HOW TO COMPLETE THIS TASK - Copy out each line containing "lane" from the entries below.

INPUT DATA -
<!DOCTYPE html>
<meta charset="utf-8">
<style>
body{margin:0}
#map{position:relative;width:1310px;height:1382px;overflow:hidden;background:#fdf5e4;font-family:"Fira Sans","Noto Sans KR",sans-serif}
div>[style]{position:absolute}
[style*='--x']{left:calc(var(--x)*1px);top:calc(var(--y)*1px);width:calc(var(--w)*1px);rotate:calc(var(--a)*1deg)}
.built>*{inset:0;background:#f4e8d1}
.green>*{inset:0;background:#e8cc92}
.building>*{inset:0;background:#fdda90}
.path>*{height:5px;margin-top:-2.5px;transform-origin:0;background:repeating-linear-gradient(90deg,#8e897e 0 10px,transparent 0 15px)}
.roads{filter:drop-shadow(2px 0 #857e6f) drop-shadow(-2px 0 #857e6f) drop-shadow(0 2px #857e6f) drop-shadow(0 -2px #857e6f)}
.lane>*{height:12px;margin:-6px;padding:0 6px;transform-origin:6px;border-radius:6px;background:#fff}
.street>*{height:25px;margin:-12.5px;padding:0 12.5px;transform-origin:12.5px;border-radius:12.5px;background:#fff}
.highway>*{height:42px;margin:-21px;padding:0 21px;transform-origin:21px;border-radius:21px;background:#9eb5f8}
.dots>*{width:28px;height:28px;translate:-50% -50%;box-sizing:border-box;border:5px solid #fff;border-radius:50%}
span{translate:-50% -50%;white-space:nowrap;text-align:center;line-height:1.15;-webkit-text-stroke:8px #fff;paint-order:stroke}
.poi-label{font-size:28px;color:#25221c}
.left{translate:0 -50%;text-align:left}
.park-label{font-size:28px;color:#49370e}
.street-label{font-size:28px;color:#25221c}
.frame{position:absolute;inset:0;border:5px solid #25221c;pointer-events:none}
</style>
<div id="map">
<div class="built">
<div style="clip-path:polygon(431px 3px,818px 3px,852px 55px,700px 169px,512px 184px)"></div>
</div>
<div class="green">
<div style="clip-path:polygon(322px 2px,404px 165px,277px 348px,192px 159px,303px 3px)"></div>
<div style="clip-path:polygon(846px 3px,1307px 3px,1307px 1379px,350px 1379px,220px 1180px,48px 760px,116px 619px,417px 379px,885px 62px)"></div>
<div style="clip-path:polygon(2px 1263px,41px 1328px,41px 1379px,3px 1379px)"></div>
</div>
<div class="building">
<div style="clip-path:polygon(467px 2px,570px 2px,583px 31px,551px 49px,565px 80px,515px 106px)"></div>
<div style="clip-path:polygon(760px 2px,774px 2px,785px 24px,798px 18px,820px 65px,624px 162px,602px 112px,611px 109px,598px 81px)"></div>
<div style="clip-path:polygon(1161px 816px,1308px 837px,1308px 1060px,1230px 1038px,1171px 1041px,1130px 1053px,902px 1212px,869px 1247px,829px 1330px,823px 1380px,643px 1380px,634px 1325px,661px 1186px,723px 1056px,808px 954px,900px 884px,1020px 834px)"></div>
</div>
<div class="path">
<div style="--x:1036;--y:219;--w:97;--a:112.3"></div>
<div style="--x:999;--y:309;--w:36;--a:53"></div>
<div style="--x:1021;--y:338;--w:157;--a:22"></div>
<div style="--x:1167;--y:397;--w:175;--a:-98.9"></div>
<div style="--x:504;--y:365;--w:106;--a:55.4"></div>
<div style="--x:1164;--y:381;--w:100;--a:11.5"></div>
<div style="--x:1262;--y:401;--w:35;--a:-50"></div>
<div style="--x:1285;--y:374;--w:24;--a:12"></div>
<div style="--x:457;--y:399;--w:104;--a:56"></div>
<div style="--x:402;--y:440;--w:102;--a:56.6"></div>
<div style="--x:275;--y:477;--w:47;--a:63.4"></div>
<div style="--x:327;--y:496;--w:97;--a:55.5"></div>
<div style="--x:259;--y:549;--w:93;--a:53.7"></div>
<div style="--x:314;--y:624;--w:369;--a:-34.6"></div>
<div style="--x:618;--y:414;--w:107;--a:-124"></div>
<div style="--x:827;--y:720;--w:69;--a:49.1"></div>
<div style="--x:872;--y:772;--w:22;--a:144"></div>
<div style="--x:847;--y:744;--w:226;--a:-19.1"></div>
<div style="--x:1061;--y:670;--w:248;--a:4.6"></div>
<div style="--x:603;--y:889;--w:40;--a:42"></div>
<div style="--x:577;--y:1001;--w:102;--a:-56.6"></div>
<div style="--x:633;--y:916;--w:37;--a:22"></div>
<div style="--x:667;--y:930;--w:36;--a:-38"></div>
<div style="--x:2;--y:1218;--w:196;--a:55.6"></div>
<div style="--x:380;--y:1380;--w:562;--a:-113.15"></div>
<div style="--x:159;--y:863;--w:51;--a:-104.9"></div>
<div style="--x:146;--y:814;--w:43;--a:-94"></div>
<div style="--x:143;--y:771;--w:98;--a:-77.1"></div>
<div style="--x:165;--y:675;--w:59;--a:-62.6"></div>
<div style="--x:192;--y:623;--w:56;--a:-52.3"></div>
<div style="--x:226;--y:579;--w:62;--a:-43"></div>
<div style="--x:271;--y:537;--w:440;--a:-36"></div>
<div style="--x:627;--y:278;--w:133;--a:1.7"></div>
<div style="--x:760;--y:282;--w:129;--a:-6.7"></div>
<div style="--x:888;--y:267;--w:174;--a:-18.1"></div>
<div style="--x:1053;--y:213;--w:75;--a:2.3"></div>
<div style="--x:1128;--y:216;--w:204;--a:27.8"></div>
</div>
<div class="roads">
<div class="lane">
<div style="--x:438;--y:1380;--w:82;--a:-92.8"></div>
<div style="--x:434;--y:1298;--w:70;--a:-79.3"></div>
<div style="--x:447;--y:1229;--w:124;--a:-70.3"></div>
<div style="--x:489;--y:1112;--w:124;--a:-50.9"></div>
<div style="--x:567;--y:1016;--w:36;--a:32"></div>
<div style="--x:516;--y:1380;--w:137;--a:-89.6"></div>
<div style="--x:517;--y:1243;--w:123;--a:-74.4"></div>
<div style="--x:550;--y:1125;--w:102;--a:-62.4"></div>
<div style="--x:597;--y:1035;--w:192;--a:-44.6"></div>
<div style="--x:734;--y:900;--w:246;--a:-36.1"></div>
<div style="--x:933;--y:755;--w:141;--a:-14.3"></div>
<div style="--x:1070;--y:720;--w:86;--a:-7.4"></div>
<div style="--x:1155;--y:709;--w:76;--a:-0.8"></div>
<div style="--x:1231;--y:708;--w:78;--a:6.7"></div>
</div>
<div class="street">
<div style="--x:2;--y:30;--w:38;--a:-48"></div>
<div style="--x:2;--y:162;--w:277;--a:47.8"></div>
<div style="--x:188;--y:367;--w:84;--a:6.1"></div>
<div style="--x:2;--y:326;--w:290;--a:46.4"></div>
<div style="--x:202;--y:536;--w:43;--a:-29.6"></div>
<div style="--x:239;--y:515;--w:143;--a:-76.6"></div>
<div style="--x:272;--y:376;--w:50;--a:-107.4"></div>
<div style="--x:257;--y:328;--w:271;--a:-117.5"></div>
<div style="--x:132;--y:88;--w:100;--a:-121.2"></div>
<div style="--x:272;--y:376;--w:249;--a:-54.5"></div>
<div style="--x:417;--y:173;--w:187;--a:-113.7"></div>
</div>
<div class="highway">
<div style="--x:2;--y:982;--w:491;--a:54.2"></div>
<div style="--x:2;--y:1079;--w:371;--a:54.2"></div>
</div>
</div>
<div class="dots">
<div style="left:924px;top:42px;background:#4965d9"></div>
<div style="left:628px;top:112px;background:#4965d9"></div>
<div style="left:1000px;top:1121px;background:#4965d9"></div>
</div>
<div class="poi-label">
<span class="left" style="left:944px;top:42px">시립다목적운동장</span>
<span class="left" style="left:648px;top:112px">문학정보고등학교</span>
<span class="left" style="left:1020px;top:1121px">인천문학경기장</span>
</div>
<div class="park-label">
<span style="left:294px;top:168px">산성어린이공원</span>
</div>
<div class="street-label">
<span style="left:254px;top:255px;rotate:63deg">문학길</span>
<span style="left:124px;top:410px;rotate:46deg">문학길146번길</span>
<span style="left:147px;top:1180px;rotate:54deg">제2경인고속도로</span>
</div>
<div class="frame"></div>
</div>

SOLUTION BELOW -
.lane>*{height:12px;margin:-6px;padding:0 6px;transform-origin:6px;border-radius:6px;background:#fff}
<div class="lane">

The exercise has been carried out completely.